*** STUDY MATERIAL
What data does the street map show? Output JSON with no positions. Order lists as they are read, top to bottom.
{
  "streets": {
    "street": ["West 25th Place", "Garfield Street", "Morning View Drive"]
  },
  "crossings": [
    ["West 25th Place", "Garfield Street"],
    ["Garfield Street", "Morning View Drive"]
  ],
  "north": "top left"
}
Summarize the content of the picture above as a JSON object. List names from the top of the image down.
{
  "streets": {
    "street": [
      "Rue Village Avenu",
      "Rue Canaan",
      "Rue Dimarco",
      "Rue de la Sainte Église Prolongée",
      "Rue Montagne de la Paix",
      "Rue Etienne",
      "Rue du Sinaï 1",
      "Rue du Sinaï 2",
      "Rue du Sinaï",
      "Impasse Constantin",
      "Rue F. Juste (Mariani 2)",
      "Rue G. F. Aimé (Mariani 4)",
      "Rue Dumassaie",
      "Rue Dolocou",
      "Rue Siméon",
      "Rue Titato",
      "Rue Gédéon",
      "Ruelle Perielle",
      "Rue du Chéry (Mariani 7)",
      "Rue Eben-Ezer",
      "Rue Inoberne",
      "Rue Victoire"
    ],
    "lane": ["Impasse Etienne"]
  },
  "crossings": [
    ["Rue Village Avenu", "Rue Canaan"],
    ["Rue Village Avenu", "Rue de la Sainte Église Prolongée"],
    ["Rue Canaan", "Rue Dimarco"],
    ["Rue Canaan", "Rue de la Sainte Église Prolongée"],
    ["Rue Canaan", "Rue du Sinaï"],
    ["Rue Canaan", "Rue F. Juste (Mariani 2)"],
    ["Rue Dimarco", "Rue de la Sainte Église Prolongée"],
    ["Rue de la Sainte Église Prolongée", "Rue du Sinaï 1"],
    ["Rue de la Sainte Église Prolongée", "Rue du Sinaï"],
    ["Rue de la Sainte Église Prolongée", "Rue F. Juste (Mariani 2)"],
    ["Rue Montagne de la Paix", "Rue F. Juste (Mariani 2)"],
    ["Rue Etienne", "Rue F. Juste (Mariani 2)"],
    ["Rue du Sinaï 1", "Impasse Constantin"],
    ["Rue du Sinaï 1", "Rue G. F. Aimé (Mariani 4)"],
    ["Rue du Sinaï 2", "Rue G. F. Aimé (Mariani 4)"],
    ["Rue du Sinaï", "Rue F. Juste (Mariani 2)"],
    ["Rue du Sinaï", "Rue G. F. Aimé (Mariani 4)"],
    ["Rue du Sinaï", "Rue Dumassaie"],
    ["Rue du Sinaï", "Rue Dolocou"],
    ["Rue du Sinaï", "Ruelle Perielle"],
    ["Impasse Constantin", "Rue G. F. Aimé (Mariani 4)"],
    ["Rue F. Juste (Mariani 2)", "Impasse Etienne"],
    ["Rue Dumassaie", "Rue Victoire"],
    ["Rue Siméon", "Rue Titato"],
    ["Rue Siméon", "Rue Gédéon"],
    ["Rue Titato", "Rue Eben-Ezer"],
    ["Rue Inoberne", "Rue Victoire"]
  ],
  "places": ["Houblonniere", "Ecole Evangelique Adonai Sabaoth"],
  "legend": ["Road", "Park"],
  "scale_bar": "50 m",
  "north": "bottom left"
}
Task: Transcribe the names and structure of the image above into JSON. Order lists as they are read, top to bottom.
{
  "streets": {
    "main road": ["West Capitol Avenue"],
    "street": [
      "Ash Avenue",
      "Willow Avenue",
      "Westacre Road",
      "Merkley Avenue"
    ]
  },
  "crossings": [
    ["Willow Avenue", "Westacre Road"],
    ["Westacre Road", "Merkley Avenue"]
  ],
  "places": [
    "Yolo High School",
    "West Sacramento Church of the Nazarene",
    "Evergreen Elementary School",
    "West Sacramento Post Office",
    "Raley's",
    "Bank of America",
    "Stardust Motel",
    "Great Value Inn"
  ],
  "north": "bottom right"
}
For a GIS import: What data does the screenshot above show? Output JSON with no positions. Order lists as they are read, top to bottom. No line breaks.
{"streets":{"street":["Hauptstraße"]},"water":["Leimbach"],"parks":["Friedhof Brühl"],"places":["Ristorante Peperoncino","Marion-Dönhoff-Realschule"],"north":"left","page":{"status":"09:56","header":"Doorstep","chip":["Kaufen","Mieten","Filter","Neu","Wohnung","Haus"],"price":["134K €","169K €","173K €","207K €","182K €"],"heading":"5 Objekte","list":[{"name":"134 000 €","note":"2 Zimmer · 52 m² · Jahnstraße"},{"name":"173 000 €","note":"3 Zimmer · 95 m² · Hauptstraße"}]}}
******
Each line above needs to be written out again exactly.

What data does the street map show? Output JSON with no positions. Order lists as they are read, top to bottom.
{
  "streets": {
    "street": ["West 25th Place", "Garfield Street", "Morning View Drive"]
  },
  "crossings": [
    ["West 25th Place", "Garfield Street"],
    ["Garfield Street", "Morning View Drive"]
  ],
  "north": "top left"
}
Summarize the content of the picture above as a JSON object. List names from the top of the image down.
{
  "streets": {
    "street": [
      "Rue Village Avenu",
      "Rue Canaan",
      "Rue Dimarco",
      "Rue de la Sainte Église Prolongée",
      "Rue Montagne de la Paix",
      "Rue Etienne",
      "Rue du Sinaï 1",
      "Rue du Sinaï 2",
      "Rue du Sinaï",
      "Impasse Constantin",
      "Rue F. Juste (Mariani 2)",
      "Rue G. F. Aimé (Mariani 4)",
      "Rue Dumassaie",
      "Rue Dolocou",
      "Rue Siméon",
      "Rue Titato",
      "Rue Gédéon",
      "Ruelle Perielle",
      "Rue du Chéry (Mariani 7)",
      "Rue Eben-Ezer",
      "Rue Inoberne",
      "Rue Victoire"
    ],
    "lane": ["Impasse Etienne"]
  },
  "crossings": [
    ["Rue Village Avenu", "Rue Canaan"],
    ["Rue Village Avenu", "Rue de la Sainte Église Prolongée"],
    ["Rue Canaan", "Rue Dimarco"],
    ["Rue Canaan", "Rue de la Sainte Église Prolongée"],
    ["Rue Canaan", "Rue du Sinaï"],
    ["Rue Canaan", "Rue F. Juste (Mariani 2)"],
    ["Rue Dimarco", "Rue de la Sainte Église Prolongée"],
    ["Rue de la Sainte Église Prolongée", "Rue du Sinaï 1"],
    ["Rue de la Sainte Église Prolongée", "Rue du Sinaï"],
    ["Rue de la Sainte Église Prolongée", "Rue F. Juste (Mariani 2)"],
    ["Rue Montagne de la Paix", "Rue F. Juste (Mariani 2)"],
    ["Rue Etienne", "Rue F. Juste (Mariani 2)"],
    ["Rue du Sinaï 1", "Impasse Constantin"],
    ["Rue du Sinaï 1", "Rue G. F. Aimé (Mariani 4)"],
    ["Rue du Sinaï 2", "Rue G. F. Aimé (Mariani 4)"],
    ["Rue du Sinaï", "Rue F. Juste (Mariani 2)"],
    ["Rue du Sinaï", "Rue G. F. Aimé (Mariani 4)"],
    ["Rue du Sinaï", "Rue Dumassaie"],
    ["Rue du Sinaï", "Rue Dolocou"],
    ["Rue du Sinaï", "Ruelle Perielle"],
    ["Impasse Constantin", "Rue G. F. Aimé (Mariani 4)"],
    ["Rue F. Juste (Mariani 2)", "Impasse Etienne"],
    ["Rue Dumassaie", "Rue Victoire"],
    ["Rue Siméon", "Rue Titato"],
    ["Rue Siméon", "Rue Gédéon"],
    ["Rue Titato", "Rue Eben-Ezer"],
    ["Rue Inoberne", "Rue Victoire"]
  ],
  "places": ["Houblonniere", "Ecole Evangelique Adonai Sabaoth"],
  "legend": ["Road", "Park"],
  "scale_bar": "50 m",
  "north": "bottom left"
}
Task: Transcribe the names and structure of the image above into JSON. Order lists as they are read, top to bottom.
{
  "streets": {
    "main road": ["West Capitol Avenue"],
    "street": [
      "Ash Avenue",
      "Willow Avenue",
      "Westacre Road",
      "Merkley Avenue"
    ]
  },
  "crossings": [
    ["Willow Avenue", "Westacre Road"],
    ["Westacre Road", "Merkley Avenue"]
  ],
  "places": [
    "Yolo High School",
    "West Sacramento Church of the Nazarene",
    "Evergreen Elementary School",
    "West Sacramento Post Office",
    "Raley's",
    "Bank of America",
    "Stardust Motel",
    "Great Value Inn"
  ],
  "north": "bottom right"
}
For a GIS import: What data does the screenshot above show? Output JSON with no positions. Order lists as they are read, top to bottom. No line breaks.
{"streets":{"street":["Hauptstraße"]},"water":["Leimbach"],"parks":["Friedhof Brühl"],"places":["Ristorante Peperoncino","Marion-Dönhoff-Realschule"],"north":"left","page":{"status":"09:56","header":"Doorstep","chip":["Kaufen","Mieten","Filter","Neu","Wohnung","Haus"],"price":["134K €","169K €","173K €","207K €","182K €"],"heading":"5 Objekte","list":[{"name":"134 000 €","note":"2 Zimmer · 52 m² · Jahnstraße"},{"name":"173 000 €","note":"3 Zimmer · 95 m² · Hauptstraße"}]}}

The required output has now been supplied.